الخيارات الثنائية البرمجيات تجارة السيارات By: Jennifer Hellman, Goff Public

شركة ادميرال ماركتس In today’s Twitter-influenced world, where business leaders and elected officials – even POTUS – seem more accessible than ever before, overly rehearsed messages from talking heads are not well-received by the public. It’s time to banish boilerplate crisis response phrases like, “we take this very seriously,” and deliver messages during a crisis that are truly meaningful to key audiences.

http://www.amkhamry.cz/?foravil=%D8%B4%D8%B1%D9%83%D8%A9-%D8%A8%D9%8A%D9%81%D9%88%D8%B1%D9%83%D8%B3&b6b=85 شركة بيفوركس Communicating in times of crisis is difficult. I’ve worked with many talented PR professionals who are rock stars at proactive communications and media relations, but find themselves at a loss when a crisis hits. That’s because crisis communications requires a shift in thinking. Unless a company experiences crises on a regular basis, chances are its public relations team hasn’t been in crisis mode for a while – if ever.
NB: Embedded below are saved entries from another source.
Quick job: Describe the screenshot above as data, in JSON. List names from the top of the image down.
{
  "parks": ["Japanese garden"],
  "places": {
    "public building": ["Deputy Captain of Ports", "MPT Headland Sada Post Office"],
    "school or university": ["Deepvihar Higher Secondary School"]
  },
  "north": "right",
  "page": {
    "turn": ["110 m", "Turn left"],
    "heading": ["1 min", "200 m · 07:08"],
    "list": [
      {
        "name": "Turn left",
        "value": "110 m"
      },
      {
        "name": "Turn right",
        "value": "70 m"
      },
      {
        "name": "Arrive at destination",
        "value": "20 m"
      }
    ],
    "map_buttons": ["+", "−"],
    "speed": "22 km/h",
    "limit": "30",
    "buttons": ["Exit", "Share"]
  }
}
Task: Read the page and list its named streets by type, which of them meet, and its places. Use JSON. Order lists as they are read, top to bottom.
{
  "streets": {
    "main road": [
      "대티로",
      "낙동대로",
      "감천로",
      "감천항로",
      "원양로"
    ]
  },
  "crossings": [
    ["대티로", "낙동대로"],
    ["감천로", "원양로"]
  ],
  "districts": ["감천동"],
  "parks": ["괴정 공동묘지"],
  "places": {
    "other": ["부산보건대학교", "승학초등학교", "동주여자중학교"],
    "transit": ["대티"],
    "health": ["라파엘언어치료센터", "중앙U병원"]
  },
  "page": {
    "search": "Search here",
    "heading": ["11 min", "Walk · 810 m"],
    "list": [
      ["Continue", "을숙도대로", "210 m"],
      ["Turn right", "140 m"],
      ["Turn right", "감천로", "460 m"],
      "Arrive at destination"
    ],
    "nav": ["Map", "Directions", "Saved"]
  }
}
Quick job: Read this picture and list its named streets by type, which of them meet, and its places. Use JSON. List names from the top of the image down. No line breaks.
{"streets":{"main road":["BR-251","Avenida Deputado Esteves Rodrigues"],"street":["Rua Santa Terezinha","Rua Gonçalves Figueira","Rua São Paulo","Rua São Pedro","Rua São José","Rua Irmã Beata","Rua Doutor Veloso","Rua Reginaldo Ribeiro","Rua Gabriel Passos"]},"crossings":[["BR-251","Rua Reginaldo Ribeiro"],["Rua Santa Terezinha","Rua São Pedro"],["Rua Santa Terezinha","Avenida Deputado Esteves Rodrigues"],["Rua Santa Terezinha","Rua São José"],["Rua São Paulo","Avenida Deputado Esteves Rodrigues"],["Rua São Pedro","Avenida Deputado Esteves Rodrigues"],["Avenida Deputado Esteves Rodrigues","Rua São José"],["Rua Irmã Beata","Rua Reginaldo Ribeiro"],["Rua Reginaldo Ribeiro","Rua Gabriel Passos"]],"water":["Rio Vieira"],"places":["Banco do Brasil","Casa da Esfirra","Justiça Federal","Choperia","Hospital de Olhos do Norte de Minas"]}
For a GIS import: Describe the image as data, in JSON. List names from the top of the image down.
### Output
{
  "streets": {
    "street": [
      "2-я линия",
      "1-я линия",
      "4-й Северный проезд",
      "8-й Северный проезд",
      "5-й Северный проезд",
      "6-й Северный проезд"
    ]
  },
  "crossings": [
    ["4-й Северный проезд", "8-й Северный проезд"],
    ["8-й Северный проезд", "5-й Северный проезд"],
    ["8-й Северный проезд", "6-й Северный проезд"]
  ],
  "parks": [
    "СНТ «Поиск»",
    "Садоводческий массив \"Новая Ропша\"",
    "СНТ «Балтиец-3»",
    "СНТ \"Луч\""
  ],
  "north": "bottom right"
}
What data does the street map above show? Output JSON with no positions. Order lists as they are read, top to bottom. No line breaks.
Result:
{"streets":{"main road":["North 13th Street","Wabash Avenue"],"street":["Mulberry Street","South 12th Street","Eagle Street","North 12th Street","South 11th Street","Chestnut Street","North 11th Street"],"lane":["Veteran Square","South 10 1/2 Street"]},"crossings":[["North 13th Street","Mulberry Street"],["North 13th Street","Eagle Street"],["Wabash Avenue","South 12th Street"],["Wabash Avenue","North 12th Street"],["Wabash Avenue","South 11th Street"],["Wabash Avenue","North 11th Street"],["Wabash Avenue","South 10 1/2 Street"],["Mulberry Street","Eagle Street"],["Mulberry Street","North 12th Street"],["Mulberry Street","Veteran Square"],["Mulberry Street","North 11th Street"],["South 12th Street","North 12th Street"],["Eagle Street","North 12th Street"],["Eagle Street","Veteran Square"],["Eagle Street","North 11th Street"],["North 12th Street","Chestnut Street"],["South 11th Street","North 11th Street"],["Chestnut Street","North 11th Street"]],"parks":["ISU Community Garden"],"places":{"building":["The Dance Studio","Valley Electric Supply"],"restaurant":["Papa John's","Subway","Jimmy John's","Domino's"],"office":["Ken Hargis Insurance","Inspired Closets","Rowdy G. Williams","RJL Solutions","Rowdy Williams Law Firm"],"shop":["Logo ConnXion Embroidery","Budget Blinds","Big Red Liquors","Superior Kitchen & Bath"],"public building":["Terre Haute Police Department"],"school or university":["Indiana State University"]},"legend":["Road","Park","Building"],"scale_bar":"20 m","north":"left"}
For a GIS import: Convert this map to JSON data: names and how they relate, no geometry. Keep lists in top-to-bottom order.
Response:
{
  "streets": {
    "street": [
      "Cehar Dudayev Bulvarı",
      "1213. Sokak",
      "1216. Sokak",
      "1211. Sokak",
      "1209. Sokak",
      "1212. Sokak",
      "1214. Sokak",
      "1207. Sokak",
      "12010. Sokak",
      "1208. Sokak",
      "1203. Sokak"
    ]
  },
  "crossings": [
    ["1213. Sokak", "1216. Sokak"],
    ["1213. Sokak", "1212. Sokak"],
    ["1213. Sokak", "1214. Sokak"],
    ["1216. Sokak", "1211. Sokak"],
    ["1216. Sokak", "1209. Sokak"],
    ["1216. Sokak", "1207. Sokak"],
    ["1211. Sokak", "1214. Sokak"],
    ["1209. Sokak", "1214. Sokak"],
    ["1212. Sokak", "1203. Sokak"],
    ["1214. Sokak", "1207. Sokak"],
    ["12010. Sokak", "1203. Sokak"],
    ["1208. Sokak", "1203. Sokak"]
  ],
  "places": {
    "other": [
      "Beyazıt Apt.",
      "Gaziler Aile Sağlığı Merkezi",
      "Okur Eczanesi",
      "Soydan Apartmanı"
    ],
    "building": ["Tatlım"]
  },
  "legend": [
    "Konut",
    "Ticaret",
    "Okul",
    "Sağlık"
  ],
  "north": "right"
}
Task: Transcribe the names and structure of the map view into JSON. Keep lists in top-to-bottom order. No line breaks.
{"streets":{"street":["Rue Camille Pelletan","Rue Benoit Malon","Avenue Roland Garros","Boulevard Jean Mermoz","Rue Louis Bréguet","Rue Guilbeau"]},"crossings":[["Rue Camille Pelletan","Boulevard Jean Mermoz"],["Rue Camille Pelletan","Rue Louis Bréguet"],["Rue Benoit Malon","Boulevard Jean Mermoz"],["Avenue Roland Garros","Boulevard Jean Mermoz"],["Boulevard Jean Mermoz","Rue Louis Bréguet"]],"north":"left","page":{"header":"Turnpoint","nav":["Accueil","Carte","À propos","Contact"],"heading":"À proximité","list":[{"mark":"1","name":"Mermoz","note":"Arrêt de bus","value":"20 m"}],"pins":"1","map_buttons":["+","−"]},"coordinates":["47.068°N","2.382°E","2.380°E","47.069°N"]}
معلومات خاصة Combine that lack of experience with a world that is constantly changing. Having a top executive decked out in an expensive suit, reading formal, prepared remarks on camera no longer cuts it. Today we see leaders regularly delivering messages in real-time on social media. They share their opinions, communicate in their own words, and let us see who they are as human beings. We have become accustomed to this authenticity, and we expect it.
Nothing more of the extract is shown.